Check every line of the entries below for "transform", and copy the lines that have it.

• Data records:
◆ ◆ ◆ ◆
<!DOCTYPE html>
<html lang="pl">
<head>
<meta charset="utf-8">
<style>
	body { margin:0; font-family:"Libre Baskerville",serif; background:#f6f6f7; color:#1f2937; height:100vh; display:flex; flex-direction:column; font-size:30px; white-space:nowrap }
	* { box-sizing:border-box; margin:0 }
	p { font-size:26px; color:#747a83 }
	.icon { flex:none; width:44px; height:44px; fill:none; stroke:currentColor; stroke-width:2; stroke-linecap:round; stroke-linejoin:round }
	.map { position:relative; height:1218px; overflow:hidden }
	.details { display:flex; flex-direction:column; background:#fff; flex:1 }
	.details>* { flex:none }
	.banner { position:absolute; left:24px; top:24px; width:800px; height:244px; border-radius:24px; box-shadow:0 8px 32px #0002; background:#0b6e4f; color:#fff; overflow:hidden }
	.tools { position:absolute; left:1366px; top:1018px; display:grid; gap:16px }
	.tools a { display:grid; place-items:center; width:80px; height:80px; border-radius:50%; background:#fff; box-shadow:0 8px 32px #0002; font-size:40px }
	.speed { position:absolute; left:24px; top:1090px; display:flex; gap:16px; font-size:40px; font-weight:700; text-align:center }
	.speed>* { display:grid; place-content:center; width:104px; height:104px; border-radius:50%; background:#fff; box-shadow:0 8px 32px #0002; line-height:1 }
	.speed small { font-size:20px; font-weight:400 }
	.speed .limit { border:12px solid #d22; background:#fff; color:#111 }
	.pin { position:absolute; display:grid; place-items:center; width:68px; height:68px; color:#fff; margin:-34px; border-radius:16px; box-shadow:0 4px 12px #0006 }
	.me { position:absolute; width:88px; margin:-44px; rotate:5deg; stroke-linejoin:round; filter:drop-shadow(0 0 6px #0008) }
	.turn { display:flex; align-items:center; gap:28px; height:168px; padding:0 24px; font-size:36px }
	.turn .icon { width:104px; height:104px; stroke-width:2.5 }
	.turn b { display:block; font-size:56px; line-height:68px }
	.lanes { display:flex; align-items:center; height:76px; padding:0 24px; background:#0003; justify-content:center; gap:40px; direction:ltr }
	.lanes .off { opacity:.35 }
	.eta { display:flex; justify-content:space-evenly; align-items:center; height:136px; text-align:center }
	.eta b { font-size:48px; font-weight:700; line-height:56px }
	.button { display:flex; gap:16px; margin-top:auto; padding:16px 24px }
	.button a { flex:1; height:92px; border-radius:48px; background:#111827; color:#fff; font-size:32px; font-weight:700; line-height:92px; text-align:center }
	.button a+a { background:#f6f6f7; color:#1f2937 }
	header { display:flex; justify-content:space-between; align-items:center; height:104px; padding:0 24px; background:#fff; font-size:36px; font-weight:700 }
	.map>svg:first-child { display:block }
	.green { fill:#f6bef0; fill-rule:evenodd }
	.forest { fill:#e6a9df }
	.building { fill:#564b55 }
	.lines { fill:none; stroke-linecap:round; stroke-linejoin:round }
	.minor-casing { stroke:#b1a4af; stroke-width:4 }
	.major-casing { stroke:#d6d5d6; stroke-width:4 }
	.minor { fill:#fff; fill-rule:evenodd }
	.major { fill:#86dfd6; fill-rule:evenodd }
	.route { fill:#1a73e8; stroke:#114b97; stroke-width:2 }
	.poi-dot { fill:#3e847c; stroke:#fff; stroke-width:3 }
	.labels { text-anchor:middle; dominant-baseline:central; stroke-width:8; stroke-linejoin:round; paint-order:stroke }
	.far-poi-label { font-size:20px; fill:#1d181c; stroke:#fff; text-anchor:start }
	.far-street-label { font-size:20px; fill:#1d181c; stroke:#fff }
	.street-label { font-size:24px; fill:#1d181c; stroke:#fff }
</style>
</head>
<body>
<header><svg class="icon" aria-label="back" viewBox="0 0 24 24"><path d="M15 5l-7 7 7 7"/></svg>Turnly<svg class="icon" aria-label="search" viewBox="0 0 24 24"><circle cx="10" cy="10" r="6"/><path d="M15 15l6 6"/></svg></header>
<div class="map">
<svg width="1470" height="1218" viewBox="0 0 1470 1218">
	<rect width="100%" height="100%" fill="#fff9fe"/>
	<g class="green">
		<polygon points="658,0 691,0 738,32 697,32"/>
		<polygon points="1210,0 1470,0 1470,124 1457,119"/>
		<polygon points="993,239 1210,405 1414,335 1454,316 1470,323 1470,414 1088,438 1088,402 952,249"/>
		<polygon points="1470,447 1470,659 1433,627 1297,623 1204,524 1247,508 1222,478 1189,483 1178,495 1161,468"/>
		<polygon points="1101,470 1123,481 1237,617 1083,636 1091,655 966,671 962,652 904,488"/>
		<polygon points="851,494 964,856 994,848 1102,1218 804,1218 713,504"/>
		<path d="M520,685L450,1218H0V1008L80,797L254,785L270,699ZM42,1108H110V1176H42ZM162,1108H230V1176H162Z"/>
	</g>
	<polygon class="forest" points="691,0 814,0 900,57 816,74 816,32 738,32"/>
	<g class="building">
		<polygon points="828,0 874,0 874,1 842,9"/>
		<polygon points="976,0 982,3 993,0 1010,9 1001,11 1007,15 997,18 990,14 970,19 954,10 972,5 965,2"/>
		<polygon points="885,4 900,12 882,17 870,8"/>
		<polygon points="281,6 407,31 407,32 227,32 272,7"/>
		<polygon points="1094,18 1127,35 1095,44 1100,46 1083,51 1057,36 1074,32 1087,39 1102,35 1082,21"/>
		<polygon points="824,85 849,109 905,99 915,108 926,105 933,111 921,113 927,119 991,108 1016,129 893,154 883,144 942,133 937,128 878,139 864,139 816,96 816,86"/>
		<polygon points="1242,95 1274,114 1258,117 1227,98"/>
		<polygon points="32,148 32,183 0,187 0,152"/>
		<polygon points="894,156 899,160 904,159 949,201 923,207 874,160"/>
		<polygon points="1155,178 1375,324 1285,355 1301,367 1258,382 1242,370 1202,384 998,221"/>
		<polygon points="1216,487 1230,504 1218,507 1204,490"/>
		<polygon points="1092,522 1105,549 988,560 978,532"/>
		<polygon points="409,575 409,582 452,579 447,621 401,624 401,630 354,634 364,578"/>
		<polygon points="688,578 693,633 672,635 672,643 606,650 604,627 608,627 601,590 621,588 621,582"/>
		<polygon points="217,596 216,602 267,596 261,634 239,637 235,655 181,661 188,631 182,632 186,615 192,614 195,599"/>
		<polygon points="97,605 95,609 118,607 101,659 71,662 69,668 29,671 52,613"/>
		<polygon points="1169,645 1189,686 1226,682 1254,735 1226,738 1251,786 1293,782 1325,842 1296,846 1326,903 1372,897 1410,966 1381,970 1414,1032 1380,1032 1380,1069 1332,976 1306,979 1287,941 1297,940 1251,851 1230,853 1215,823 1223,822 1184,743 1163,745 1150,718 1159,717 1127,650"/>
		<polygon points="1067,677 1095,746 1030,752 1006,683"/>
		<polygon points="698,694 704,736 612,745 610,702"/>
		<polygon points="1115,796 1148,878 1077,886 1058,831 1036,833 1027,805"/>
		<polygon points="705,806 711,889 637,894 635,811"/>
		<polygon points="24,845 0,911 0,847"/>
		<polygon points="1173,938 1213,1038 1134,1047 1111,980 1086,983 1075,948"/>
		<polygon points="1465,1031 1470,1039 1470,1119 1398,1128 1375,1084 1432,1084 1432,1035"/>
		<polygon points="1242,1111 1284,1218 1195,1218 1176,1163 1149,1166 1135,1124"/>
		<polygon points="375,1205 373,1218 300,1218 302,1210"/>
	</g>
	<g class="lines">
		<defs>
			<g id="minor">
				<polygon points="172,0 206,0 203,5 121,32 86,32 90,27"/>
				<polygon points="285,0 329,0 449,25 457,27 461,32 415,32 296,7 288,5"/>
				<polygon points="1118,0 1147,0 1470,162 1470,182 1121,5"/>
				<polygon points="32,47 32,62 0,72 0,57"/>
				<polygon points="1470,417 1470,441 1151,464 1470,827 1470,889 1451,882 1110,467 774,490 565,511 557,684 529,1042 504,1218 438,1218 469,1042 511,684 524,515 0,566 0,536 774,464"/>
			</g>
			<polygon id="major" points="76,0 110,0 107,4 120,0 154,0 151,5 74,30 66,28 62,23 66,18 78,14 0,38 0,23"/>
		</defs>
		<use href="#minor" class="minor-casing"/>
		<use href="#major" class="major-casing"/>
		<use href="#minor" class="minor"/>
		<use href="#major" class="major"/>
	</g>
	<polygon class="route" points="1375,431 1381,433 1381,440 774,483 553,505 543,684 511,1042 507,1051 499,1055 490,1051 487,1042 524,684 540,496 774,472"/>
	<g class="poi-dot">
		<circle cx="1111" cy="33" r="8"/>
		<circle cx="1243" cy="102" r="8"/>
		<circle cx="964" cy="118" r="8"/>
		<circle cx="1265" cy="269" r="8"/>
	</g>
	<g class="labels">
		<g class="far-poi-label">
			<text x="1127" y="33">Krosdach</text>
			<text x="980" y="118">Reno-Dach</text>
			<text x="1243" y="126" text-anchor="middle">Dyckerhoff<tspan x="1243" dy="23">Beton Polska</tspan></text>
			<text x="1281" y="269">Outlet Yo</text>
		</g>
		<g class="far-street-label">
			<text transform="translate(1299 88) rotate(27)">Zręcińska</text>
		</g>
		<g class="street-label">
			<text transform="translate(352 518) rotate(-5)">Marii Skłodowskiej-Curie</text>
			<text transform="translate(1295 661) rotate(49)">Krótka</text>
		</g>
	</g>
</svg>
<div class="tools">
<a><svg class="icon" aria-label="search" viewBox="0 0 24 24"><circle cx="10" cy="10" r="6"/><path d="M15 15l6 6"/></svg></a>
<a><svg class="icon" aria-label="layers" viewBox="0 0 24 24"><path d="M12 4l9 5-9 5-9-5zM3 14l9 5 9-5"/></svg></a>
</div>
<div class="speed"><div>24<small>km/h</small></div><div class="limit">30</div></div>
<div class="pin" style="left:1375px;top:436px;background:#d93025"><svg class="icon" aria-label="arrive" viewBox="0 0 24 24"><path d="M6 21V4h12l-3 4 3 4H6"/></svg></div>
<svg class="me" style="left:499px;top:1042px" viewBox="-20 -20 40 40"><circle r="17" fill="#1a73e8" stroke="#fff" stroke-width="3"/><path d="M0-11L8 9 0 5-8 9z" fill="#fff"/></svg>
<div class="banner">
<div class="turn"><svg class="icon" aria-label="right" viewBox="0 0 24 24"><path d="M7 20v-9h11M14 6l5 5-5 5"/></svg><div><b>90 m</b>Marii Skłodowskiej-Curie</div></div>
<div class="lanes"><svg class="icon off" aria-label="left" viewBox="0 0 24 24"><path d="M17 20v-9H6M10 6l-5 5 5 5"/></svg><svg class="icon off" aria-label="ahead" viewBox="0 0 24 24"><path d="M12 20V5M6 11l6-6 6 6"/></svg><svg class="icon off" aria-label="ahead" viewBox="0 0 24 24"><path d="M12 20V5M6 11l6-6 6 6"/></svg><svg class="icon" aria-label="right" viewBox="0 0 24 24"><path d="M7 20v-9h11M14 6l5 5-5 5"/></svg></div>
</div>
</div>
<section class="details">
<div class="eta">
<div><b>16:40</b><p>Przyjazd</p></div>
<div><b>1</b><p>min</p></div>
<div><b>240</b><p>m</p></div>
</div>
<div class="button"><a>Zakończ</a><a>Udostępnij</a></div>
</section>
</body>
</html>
◆ ◆ ◆ ◆
• Written answer:
			<text transform="translate(1299 88) rotate(27)">Zręcińska</text>
			<text transform="translate(352 518) rotate(-5)">Marii Skłodowskiej-Curie</text>
			<text transform="translate(1295 661) rotate(49)">Krótka</text>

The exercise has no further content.